Die Frage der Kosten ist bekanntlich das unbeliebte Kind der Software-Entwicklung. Das hat Scrum-Spezialist Boris Gloger nicht daran gehindert, das Thema in seinem neuen Buch aufzugreifen. "Wie schätzt man in agilen Projekten – oder wieso Scrum-Projekte erfolgreicher sind" zeigt anschaulich und kurzweilig, wie Abschätzungen und Budgetbetrachtungen in Scrum-Projekten ideal eingebracht werden. Der letzte Satz des Bandes zum agilen Schätzen kann ohne weiteres auf das Buch übertragen werden: "Probieren Sie es aus – es lohnt sich."
Zentrale Motivation von Gloger im agilen Schätzen ist es, nicht länger den Wert eines Produktes von dem Zeitaufwand der Erstellung abhängig zu machen, sondern vielmehr von den Funktionen und deren Mehrwert für den Kunden. In der Neuerscheinung stellt der Autor den Product Owner mit seinem Rollenverständnis in den Mittelpunkt.
"Ohne den Product Owner ist alles nichts"

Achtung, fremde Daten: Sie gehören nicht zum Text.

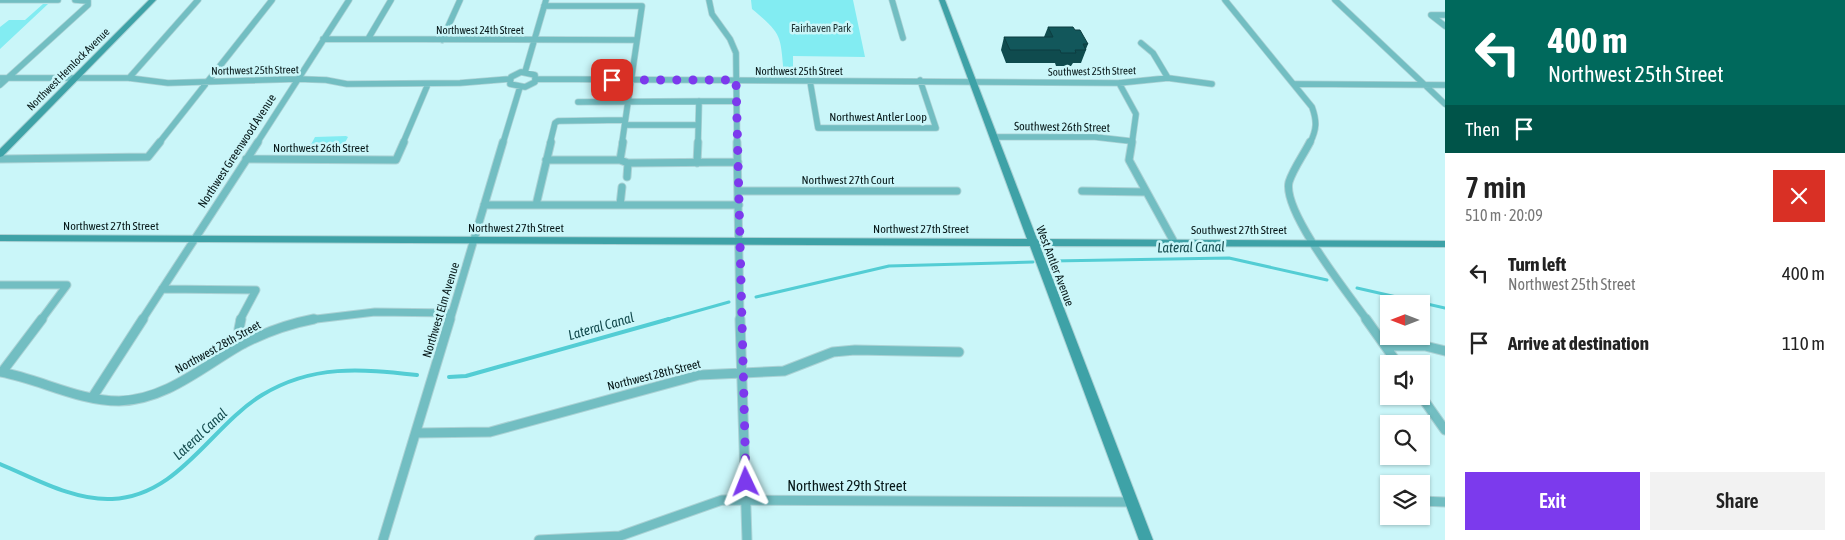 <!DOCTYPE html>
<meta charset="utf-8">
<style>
body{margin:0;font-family:"Asap Condensed",sans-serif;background:#f2f2f2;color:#222;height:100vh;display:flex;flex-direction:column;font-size:19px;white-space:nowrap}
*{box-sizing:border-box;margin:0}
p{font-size:16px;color:#767676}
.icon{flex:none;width:28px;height:28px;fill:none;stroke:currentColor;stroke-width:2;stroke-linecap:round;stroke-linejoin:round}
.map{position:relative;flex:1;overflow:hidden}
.details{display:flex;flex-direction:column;background:#fff;width:400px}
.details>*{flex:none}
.guide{background:#00695c;color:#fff;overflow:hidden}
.needle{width:32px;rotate:270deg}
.buttons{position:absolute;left:1380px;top:295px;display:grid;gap:10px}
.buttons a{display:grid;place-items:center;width:50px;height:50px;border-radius:0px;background:#fff;box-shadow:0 1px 4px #0004;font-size:25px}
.pin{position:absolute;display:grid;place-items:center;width:42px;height:42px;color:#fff;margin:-21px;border-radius:10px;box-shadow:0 2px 8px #0006}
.me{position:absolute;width:55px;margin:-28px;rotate:358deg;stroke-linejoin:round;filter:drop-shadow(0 0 4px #0008)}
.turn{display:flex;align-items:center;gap:18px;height:105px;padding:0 20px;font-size:22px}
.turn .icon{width:65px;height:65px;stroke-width:2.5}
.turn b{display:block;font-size:35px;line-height:42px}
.then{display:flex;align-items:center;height:48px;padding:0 20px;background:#0003;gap:10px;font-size:19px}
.round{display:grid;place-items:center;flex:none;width:52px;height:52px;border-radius:0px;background:#f2f2f2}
.head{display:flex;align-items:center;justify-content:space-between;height:85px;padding:0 20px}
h1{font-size:30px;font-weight:600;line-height:38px}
.action{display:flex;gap:10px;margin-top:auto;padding:10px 20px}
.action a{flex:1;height:58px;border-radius:0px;background:#7c3aed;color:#fff;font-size:20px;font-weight:600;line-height:58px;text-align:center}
.action a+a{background:#f2f2f2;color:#222}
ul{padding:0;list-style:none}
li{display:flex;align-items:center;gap:15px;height:70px;padding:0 20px}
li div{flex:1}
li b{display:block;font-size:19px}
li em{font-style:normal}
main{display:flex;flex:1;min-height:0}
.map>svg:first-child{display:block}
.green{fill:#82ecf2}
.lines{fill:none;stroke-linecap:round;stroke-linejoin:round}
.stream-far1{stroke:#53cdd4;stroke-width:3}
.stream{stroke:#53cdd4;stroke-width:4}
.street-far2-casing{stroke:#abd2d5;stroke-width:7}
.street-far1-casing{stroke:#abd2d5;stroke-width:9}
.street-casing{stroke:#abd2d5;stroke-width:11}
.secondary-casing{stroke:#abd2d5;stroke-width:2}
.street-far2{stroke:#72bec2;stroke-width:5.5}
.street-far1{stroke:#72bec2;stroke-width:7}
.street{stroke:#72bec2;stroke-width:9}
.secondary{fill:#3ea2a7;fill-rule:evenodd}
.wall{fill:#0f4b4e}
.building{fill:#12575b;stroke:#0d3d40}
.route{stroke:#7c3aed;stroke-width:9;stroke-dasharray:0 16.2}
.labels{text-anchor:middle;stroke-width:5;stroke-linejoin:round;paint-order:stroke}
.far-park-label{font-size:11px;fill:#192f30;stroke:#caf6f9}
.far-street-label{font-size:11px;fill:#071819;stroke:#caf6f9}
.street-label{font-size:12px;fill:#071819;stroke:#caf6f9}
.water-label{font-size:14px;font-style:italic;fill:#134a4d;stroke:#caf6f9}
.near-street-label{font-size:15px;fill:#071819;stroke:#caf6f9}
</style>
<main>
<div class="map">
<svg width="1445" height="540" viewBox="0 0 1445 540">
<rect width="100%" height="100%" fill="#caf6f9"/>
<path class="green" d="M751 0H853L865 57 793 56V75H784C780 35 783 35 752 9Z
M43 4H48L0 49V27L9 20H25Z
M315 137 346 136 348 137 340 152H307Z"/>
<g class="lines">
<path class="stream-far1" d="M1052 261 1229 258 1327 280
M1357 288 1445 308
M756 297 889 266 1033 262
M665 320 729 302"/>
<path class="stream" d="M449 377 466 376 669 319
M0 464C34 478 74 501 112 499 179 496 210 427 262 395 313 364 361 369 417 375"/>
<g class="street-far2-casing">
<path id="street-far2" d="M0 0H58
M709 0 712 14 730 39 736 53 737 143
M892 0 903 38
M1225 0 1312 107C1317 121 1317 129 1310 143
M1335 0 1445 104
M544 6H642L622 143
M1445 15H1431L1445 26
M323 39 637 40
M368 39 391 0
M442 40 460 0
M1141 43 1153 53 1168 78
M521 72 535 75V82L525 87 510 84 511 77Z
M525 72 546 0
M0 78H129L168 83 298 79 326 80 347 84 460 83 509 79
M129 78 198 0
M537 79 1119 83 1168 78 1212 84
M810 81 818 128H936L920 80
M1119 83 1136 114 1132 143
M1295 84 1445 85
M0 85 88 5V1L75 0
M578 102 737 101
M625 125H698
M994 137H1095L1130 141
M159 143 272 0
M257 143 349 0
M403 143 428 84
M503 143 520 87
M550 143 555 123 558 121 625 120
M698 143 699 101"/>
</g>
<g class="street-far1-casing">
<path id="street-far1" d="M737 142 740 320
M1132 142 1129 160 1174 242
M1310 142C1304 154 1293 169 1289 182 1282 211 1349 295 1367 320
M0 159 148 157 160 142
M246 159 396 160 404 142
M546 160H620L628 163 738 162
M620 160 623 142
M697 163 698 142
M627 177 628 163
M739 191H957
M1082 191 1146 192
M484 205H739
M536 205 551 142
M620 205 622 187
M0 285H67L41 320
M162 289 256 290 240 320
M142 320 258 142
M308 320 375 312 452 313
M450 320 503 142"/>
</g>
<g class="street-casing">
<path id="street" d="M241 319 239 329 243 344
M740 319 747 540
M1366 319 1398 364
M1386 346H1425L1445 351
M0 372C40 379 78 401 119 401 165 400 201 368 239 346 263 333 288 324 314 319
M2 372 42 319
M1421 396 1445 430
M92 398 143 319
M416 433 490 432 699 375 784 371 833 352 855 350 959 352
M1421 501 1445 502
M383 540 450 319
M539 540 620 536 722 500 1132 502"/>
</g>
<g class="secondary-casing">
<path id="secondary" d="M149 0H156L3 156 0 157V149Z
M939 0H945L1037 239 1445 241V247L1040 246 1153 540H1139L1030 246 0 241V235L1027 239Z"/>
</g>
<use href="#street-far2" class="street-far2"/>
<use href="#street-far1" class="street-far1"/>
<use href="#street" class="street"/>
<use href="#secondary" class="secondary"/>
</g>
<path class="wall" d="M1048 27 1075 30 1088 44 1086 49V50L1081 63H1073L1071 66H1056L1055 63H1006L1001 50 1004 37H1044Z"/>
<path class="building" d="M1048 27H1073L1075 30H1080L1088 44H1083L1086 50H1075L1076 53H1061L1060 50H1010L1004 37H1053Z"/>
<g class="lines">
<path class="route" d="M612 80H736L746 482"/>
</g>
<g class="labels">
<g class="far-park-label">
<text x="821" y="32">Fairhaven Park</text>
</g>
<g class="far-street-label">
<text x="480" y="34">Northwest 24th Street</text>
<text transform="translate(68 69) rotate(-45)" y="4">Northwest Hemlock Avenue</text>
<text transform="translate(255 70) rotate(-1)" y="4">Northwest 25th Street</text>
<text x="799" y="75">Northwest 25th Street</text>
<text transform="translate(1092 71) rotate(-1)" y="4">Southwest 25th Street</text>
</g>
<g class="street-label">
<text x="878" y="121">Northwest Antler Loop</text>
<text transform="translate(1062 127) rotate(1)" y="4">Southwest 26th Street</text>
<text x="321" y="152">Northwest 26th Street</text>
<text transform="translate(237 151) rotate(-57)" y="4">Northwest Greenwood Avenue</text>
<text x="848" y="184">Northwest 27th Court</text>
<text x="111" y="230">Northwest 27th Street</text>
<text x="516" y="232">Northwest 27th Street</text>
<text x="921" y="233">Northwest 27th Street</text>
<text x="1239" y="234">Southwest 27th Street</text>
<text transform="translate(1055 266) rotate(69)" y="4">West Antler Avenue</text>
<text transform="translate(441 310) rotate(-73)" y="4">Northwest Elm Avenue</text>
<text transform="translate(218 347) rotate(-29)" y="4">Northwest 28th Street</text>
<text transform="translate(654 375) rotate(-14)" y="4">Northwest 28th Street</text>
</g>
<g class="water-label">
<text transform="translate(1191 247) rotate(-1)" y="5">Lateral Canal</text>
<text transform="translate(601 326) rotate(-16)" y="5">Lateral Canal</text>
<text transform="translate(200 434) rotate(-43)" y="5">Lateral Canal</text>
</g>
<g class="near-street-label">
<text x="847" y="491">Northwest 29th Street</text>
</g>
</g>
</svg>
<div class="buttons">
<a><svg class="needle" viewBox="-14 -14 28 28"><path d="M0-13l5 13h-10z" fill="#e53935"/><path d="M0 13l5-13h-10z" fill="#767676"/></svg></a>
<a><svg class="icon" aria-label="sound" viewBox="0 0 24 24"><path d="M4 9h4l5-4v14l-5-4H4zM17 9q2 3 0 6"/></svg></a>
<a><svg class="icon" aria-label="search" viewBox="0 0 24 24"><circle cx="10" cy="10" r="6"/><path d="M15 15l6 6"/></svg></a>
<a><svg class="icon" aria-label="layers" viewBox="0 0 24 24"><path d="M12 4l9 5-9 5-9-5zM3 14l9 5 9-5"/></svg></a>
</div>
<div class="pin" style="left:612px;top:80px;background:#d93025"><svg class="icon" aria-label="arrive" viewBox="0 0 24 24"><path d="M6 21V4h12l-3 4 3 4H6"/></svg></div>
<svg class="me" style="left:746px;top:482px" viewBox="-20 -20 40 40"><path d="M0-17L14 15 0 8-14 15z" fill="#7c3aed" stroke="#fff" stroke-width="4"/></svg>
</div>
<section class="details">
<div class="guide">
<div class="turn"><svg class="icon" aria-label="left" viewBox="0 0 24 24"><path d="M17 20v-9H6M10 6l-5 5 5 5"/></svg><div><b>400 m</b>Northwest 25th Street</div></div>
<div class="then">Then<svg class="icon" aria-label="arrive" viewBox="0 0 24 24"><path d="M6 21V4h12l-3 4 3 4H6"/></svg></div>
</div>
<div class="head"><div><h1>7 min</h1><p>510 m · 20:09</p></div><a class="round" style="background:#d93025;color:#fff"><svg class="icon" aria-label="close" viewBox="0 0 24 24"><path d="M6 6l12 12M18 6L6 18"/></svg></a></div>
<ul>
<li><svg class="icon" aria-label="left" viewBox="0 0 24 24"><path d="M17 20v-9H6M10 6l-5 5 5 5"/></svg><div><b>Turn left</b><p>Northwest 25th Street</p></div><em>400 m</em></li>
<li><svg class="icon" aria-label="arrive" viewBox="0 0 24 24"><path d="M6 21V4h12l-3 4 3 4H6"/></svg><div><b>Arrive at destination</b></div><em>110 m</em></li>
</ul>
<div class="action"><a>Exit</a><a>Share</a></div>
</section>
</main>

Manifestiert wird diese Sichtweise schon im Prolog mit den Worten: "Ohne den Product Owner ist alles nichts". Der Scrum-Spezialist beschreibt den idealen Produkt Owner als gestaltenden Perfektionisten, der mit den Kundenbedürfnissen vertraut ist und Rund um die Uhr eine klare Vision seines Produktes vor Augen hat. Aus dieser Vision heraus entstehen die einzelnen Funktionen, die jeweils einen Business Value implizieren. In Summe ergeben sie das Budget des Produktes. Immer wieder greift der Trainer diesen Aspekt auf, denn der Wechsel der Betrachtungsweise stelle seiner Erfahrung nach die größte Hürde beim Umdenken und Adaptieren des agilen Schätzens dar.
Um diesen Leitgedanken rankend zeigt der Verfasser verschiedene Scrum-Aspekte neu auf. Die Begriffe minimal value product, money for nothing, change for free oder positiver Projektabbruch betrachtet Gloger teilweise unter einem anderen Licht. Für den Autor ist es essentiell, mit frühen Produktversionen schon einen Mehrwert für den Kunden zu schaffen. Die Erfahrungen aus den ersten Sprints fließen in die Abschätzung und Kalkulation ein und sorgen für ein qualitativ hochwertiges und kalkulierbares Produkt.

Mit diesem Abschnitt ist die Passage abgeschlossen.